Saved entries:
::::
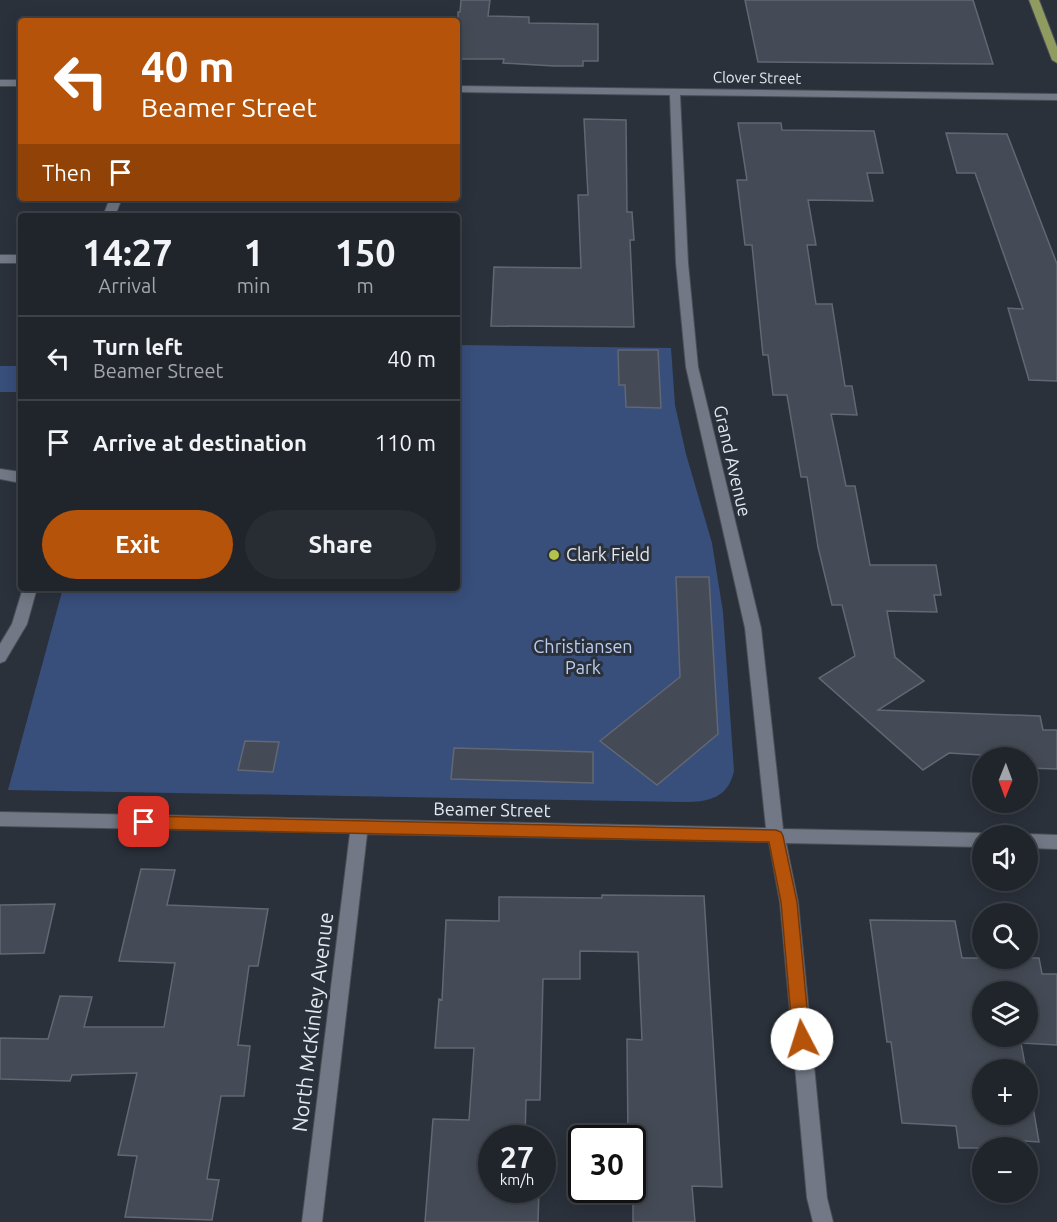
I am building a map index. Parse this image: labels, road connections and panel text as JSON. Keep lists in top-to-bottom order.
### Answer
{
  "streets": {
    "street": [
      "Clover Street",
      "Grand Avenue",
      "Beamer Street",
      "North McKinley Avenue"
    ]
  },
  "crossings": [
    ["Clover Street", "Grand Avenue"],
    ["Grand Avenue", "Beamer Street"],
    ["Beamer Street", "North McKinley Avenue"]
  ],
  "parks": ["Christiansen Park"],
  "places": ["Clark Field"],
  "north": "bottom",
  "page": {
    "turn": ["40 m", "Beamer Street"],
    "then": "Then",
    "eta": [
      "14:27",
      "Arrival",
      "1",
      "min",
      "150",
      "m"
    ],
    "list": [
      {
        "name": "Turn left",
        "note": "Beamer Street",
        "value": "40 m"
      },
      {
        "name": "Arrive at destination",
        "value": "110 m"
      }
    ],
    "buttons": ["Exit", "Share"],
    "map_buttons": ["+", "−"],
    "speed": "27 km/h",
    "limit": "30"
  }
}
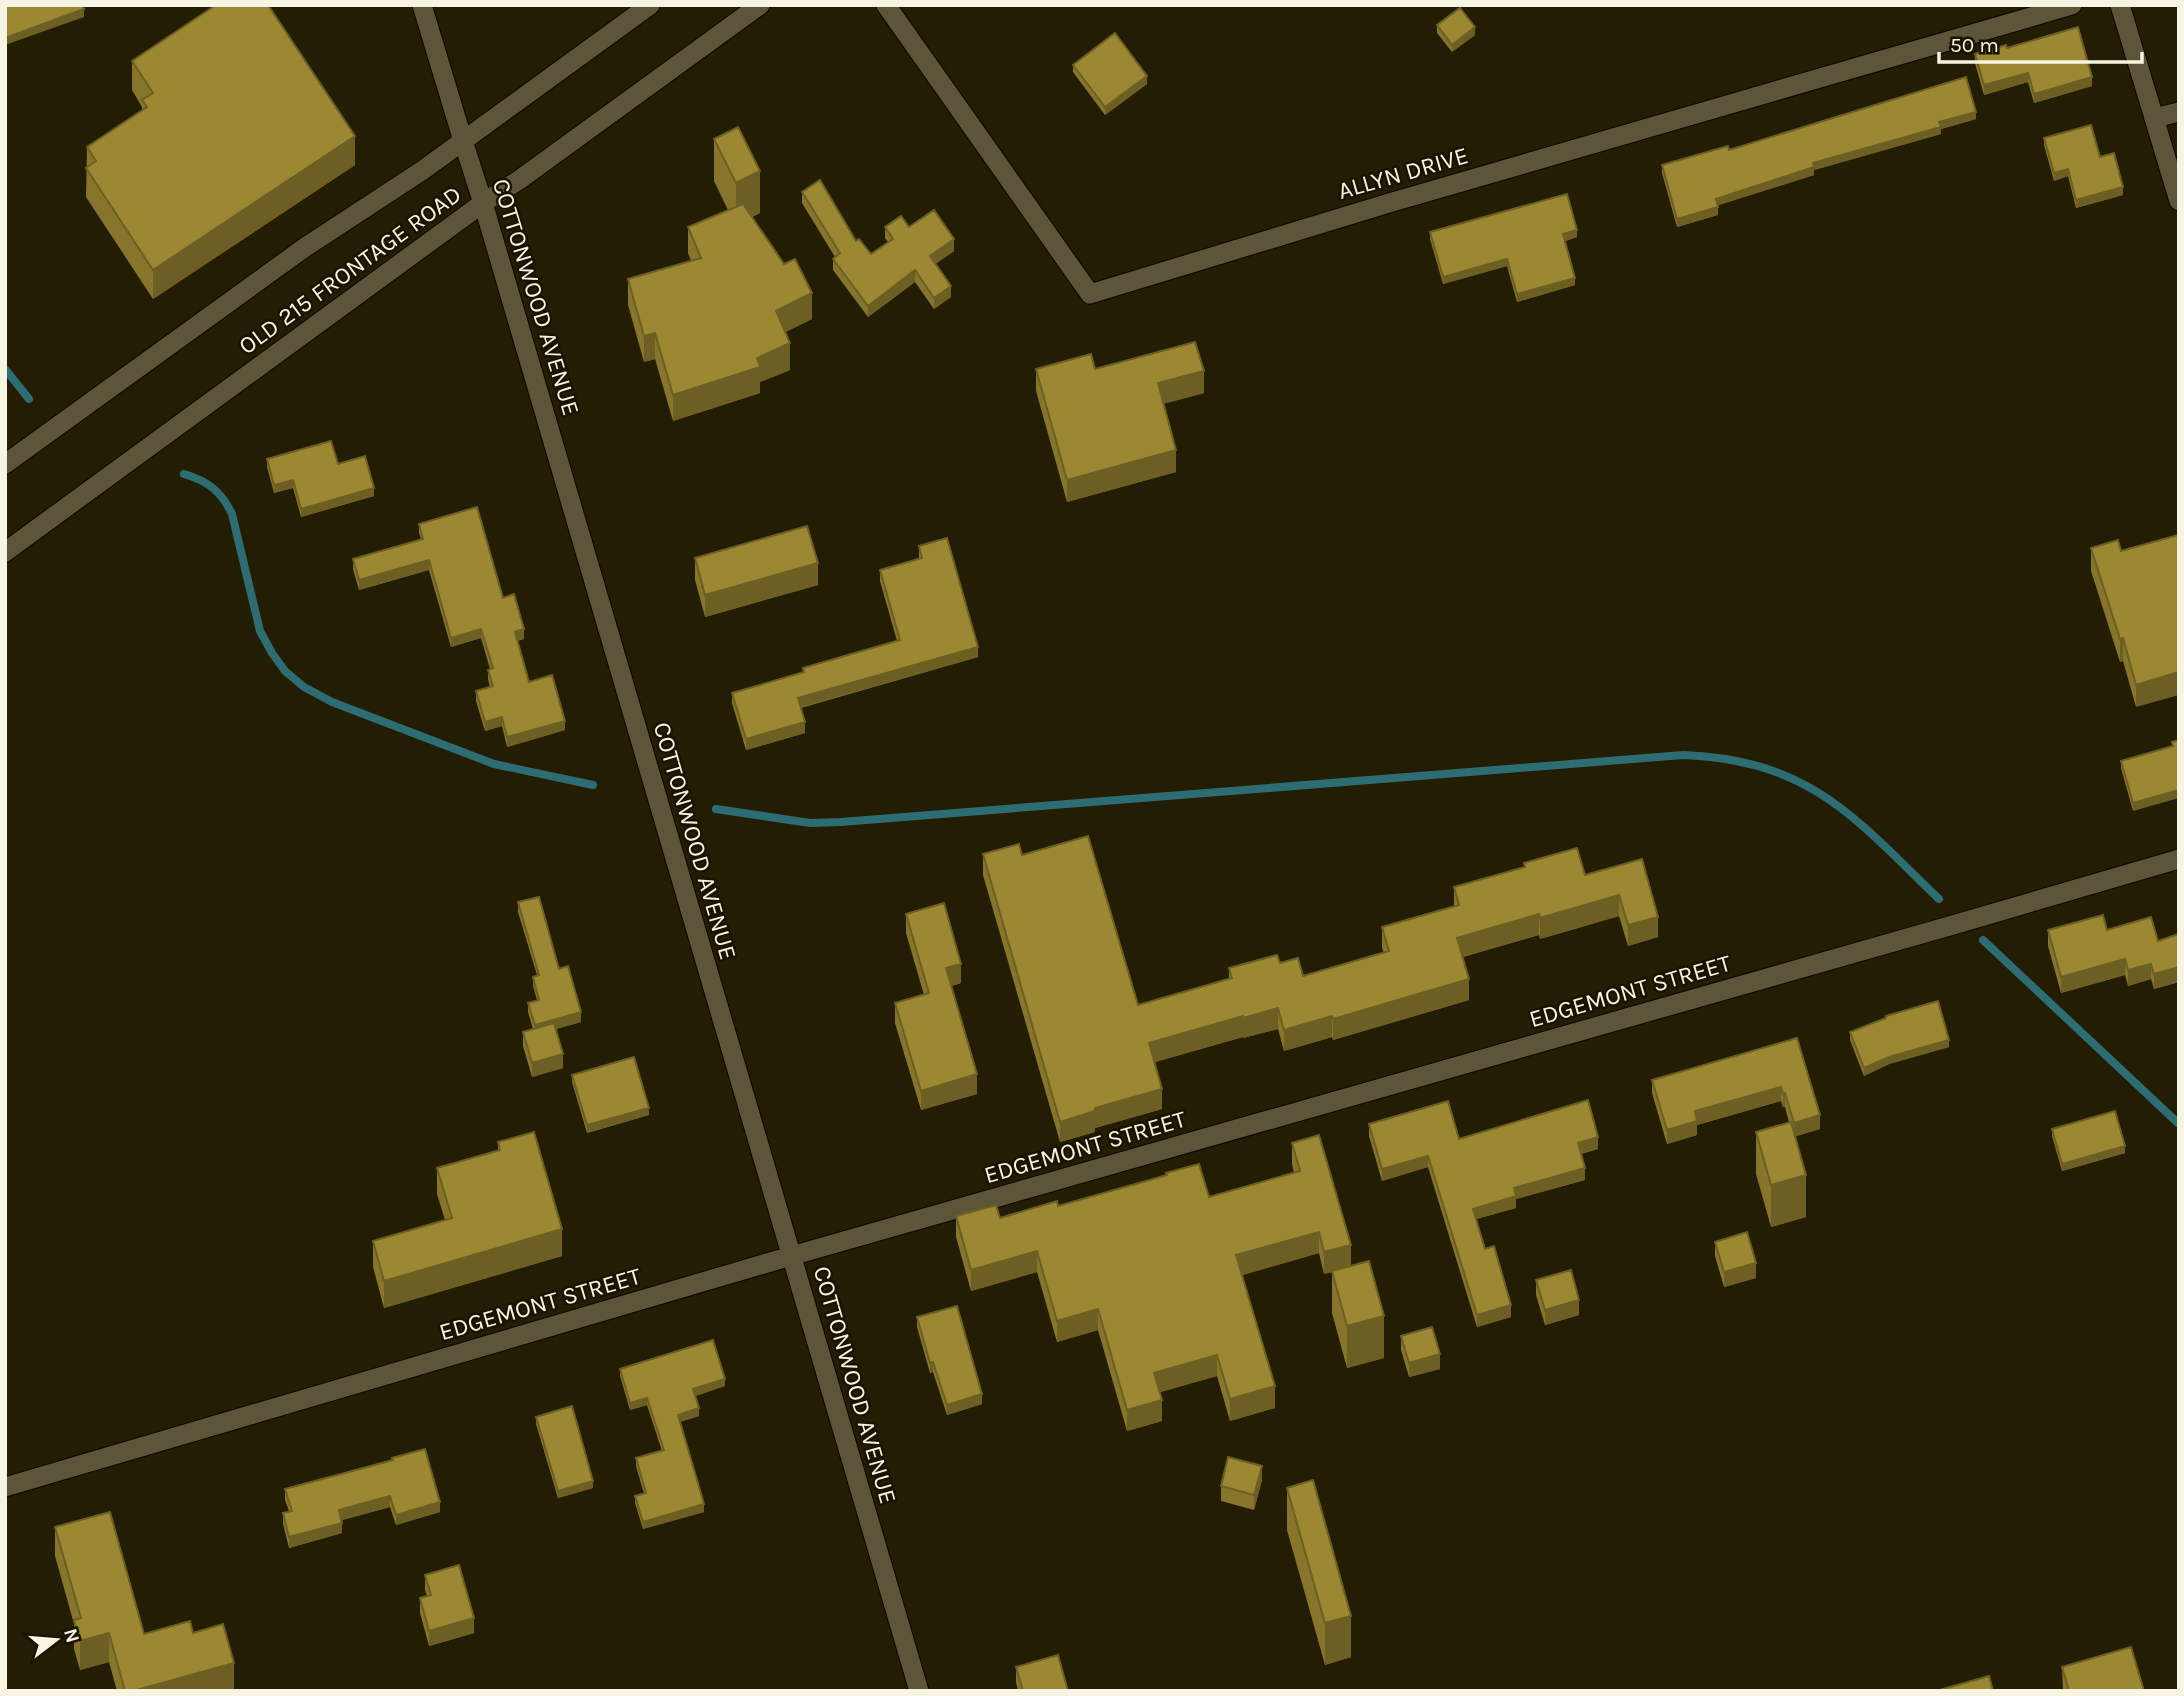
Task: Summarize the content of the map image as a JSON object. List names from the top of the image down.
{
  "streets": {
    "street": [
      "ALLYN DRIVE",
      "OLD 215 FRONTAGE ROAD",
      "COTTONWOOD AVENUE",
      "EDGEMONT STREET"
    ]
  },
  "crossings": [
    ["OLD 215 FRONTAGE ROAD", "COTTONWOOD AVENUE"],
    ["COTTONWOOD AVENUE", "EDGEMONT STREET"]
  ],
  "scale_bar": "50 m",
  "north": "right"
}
::::
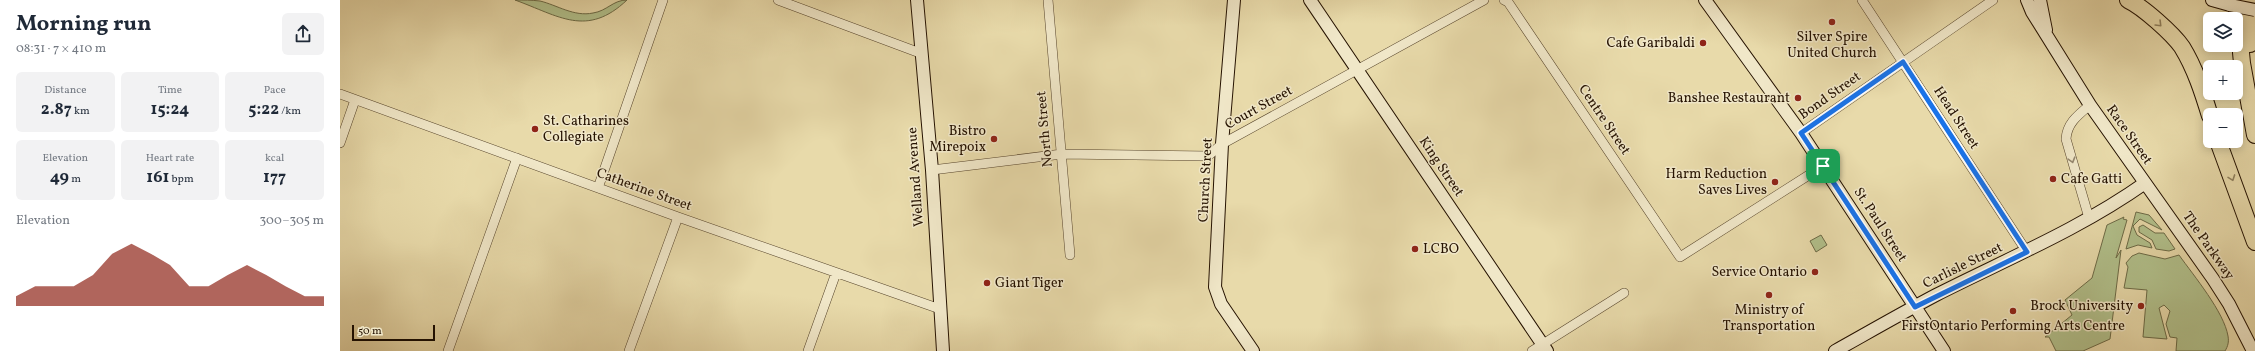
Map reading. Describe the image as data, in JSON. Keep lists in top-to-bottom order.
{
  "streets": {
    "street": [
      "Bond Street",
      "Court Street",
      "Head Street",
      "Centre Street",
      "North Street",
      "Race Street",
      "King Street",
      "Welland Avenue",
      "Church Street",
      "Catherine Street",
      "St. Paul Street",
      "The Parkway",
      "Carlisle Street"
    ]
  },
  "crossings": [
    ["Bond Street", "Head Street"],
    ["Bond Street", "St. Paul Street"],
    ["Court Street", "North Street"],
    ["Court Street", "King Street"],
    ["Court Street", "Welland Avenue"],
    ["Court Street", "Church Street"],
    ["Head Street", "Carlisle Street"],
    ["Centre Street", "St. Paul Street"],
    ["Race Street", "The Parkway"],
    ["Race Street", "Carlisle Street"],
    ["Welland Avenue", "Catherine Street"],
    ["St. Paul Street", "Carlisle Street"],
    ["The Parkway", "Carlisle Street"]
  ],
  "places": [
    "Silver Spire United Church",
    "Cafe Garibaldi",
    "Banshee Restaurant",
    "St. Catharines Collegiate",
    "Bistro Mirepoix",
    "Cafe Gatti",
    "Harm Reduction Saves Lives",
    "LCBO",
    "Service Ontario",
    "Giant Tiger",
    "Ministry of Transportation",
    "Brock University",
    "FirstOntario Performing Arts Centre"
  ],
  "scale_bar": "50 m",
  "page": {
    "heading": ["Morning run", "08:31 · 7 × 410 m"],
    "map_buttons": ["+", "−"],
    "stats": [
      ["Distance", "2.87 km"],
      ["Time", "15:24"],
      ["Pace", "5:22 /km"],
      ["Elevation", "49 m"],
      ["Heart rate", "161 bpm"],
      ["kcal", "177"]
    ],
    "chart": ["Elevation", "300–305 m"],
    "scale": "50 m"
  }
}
::::
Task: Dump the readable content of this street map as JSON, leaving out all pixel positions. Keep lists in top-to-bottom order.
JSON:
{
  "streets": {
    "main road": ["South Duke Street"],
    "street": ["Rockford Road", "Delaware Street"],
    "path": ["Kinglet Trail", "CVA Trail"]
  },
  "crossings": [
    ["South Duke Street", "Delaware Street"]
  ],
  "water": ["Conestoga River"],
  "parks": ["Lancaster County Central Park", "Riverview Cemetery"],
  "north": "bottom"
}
::::
_EXERCISE OBJECTIVE_
Your reply should contain only the number of lines in the entries above with the word "this".

_RESPONSE_
2